Although defense lawyers have plenty to do in the short term, Los Angeles County Public Defender Ron Brown said he expects the new law will have little impact on future cases. The county's prosecutors have followed a general policy of not seeking life sentences for relatively minor strikes since Steve Cooley became district attorney in 2000.
"I don't see a major sea change for L.A. County," Brown said.
The three-strikes law targets offenders previously convicted of at least two violent or serious crimes, such as rape or residential burglary. Proposition 36 took aim at what critics have called its most unfair feature by changing the law so that offenders whose third strikes were relatively minor, such as shoplifting or drug possession, could no longer be sentenced to 25 years to life in prison. Offenders convicted of third strikes that are serious or violent can still receive the lengthy prison terms.

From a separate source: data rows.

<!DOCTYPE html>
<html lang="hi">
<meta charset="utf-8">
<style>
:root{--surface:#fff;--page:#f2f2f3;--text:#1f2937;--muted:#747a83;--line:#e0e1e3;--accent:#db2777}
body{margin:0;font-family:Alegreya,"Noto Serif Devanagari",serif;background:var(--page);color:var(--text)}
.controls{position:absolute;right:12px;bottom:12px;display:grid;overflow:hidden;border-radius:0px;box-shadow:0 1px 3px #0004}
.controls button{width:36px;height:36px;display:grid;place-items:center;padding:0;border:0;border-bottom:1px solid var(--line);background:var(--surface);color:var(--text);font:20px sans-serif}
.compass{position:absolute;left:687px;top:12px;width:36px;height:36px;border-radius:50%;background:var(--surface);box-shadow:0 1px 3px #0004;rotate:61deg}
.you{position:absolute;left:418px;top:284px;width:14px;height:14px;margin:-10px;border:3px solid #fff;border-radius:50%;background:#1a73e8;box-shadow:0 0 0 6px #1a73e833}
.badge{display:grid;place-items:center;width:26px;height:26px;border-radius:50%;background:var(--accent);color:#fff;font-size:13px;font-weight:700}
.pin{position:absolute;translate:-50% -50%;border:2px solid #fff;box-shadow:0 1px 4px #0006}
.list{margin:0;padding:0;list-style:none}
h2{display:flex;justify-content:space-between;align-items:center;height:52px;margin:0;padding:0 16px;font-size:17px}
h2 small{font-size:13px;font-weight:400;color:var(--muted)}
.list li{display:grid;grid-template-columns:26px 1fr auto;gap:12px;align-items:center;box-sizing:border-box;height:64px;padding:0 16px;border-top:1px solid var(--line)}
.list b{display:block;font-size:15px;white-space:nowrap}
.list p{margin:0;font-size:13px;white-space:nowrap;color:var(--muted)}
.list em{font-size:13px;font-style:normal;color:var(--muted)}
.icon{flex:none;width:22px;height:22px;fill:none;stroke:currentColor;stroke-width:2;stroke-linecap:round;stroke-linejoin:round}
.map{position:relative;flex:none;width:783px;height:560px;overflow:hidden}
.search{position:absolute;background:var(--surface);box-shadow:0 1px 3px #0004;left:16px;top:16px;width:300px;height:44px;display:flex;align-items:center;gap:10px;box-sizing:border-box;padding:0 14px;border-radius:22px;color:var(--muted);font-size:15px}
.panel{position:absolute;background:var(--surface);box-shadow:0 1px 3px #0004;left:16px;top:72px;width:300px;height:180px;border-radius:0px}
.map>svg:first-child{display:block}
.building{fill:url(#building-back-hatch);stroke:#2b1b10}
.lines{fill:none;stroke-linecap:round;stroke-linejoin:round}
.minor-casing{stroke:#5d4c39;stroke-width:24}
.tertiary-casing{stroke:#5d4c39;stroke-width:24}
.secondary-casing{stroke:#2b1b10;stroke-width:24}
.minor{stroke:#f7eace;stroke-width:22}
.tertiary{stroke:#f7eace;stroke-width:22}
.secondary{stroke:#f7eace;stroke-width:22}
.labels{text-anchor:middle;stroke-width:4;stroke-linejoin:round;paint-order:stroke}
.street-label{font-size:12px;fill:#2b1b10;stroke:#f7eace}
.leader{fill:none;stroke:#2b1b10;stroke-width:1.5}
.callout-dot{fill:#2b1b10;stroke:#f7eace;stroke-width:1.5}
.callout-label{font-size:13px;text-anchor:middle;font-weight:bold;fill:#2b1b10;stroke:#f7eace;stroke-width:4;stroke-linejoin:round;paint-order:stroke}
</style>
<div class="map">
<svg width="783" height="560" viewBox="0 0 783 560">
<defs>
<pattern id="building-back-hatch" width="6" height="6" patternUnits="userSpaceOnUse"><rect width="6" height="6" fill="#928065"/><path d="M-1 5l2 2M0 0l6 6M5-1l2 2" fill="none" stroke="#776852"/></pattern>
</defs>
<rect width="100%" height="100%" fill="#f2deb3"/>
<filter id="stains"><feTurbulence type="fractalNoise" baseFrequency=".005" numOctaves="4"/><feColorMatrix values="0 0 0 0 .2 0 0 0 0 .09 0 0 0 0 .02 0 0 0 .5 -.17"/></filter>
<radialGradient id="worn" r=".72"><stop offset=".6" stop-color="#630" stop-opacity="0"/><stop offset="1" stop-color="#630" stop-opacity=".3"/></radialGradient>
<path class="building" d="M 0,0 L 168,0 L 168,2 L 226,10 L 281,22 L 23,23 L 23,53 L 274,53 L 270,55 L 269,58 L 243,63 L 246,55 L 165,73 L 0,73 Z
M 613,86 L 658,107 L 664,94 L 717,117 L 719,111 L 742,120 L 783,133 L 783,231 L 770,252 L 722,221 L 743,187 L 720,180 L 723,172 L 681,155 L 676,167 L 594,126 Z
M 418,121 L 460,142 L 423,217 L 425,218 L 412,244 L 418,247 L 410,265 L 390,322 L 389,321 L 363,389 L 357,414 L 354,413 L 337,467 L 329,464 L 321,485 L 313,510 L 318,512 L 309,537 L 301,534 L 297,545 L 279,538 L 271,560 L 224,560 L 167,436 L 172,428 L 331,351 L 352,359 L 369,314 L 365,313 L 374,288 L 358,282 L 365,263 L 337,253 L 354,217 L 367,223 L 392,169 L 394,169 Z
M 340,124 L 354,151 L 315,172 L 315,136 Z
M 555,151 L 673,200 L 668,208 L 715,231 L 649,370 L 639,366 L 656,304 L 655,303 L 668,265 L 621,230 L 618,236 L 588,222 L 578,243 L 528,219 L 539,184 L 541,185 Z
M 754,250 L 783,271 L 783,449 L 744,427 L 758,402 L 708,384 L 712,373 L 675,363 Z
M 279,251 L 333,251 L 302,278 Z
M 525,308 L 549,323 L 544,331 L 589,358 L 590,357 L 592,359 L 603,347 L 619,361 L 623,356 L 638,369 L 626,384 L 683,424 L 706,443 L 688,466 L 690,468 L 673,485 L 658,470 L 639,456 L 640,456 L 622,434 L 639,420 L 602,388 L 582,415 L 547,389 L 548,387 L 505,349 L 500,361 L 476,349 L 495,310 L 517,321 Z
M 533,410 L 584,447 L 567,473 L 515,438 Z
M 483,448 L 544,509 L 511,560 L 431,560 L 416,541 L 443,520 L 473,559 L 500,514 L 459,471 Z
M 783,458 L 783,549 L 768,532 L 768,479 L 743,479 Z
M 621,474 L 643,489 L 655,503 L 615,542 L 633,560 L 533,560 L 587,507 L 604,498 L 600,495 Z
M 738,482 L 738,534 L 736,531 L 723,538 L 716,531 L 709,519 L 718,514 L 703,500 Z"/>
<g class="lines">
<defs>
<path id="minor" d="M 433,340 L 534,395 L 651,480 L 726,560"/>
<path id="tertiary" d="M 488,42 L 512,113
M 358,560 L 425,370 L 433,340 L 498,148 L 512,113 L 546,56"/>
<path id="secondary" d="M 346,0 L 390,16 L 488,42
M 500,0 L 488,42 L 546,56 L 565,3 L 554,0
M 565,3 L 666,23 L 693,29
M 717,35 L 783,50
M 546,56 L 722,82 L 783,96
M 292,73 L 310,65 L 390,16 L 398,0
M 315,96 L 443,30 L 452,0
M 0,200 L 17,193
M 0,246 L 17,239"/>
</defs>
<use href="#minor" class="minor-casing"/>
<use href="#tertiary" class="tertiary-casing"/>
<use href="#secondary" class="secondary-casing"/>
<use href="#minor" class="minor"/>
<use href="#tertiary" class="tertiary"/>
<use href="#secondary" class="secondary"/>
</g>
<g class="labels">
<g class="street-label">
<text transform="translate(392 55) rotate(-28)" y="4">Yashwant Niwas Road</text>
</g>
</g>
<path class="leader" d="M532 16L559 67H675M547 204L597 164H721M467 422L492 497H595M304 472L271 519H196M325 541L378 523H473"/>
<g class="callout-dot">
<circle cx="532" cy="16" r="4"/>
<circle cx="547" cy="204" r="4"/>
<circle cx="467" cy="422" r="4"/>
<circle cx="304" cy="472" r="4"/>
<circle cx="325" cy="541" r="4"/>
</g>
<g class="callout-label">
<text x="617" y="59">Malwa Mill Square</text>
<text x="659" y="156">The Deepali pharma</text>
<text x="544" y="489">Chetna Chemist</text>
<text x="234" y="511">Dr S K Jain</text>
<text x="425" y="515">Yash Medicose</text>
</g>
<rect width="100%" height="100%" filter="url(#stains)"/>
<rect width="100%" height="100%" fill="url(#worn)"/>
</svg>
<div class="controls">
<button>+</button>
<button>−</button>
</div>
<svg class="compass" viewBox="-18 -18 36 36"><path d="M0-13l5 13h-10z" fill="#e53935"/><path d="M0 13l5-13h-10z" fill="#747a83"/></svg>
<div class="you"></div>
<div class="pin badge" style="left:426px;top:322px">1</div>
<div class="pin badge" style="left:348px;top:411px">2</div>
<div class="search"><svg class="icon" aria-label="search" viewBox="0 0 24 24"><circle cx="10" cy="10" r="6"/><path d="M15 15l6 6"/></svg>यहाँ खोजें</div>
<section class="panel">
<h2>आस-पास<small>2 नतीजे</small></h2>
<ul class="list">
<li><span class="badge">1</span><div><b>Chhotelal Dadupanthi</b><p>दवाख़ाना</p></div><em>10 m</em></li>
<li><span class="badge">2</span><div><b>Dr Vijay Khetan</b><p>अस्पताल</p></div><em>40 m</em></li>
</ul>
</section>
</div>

Mike Reynolds, whose daughter's 1992 murder led him to spearhead the creation of three strikes, said he believed many voters were misled to think Proposition 36 was a tough-on-crime measure. He predicted the initiative would undermine an important deterrent and prevent prosecutors from locking up repeat offenders before they had the chance to hurt new victims.
"This was a great day for criminals and their attorneys," Reynolds said.
On the same day voters decided to ease one of California's iconic sentencing laws, they opted against abolishing another. Proposition 34, which sought to replace the death penalty with life in prison without parole, lost 53% to 47%. The initiative drew strong support in Los Angeles and San Francisco Bay Area counties but failed to win almost anywhere else.
Dan Schnur, who heads the Jesse M. Unruh Institute of Politics at USC, noted that the measure would have benefited some of the state's most notorious killers while Proposition 36 involved inmates convicted most recently of relatively minor crimes at a time of public concern about overcrowded prisons and state budget woes.
"Voters seem willing to make adjustments in sentencing procedure in order to save money but they weren't ready to take on their own visceral support for the death penalty," Schnur said.
Supporters of capital punishment called on Gov. Jerry Brown to adopt a new method of lethal injection and the Legislature to pass a law limiting the appeals of death row inmates. Kent Scheidegger, legal director of the Criminal Justice Legal Foundation, said a new ballot measure seeking such reforms may be necessary if officials refuse to take action to speed up executions.
Court rulings on the state's three-drug method of lethal injection have blocked executions since 2006.
Scheidegger called Tuesday's vote "too close for comfort" but suggested that many voting for Proposition 34 did so because they perceived the system as broken.
"I think a big chunk of that vote is people who would be in favor of a fix," he said.
Opponents of the death penalty said they would not abandon their cause and were heartened by how close the vote was. Natasha Minsker, the campaign manager for Proposition 34, said early voting doomed the measure because the campaign did not have enough money to run advertising until the final days.
Still, Minsker said she could not see a resumption in executions any time soon. Drug makers have stopped selling their products for executions, making it impossible for California to proceed, she said.
"The problems for California lethal injection procedures are going to continue for as long as we can see," she said.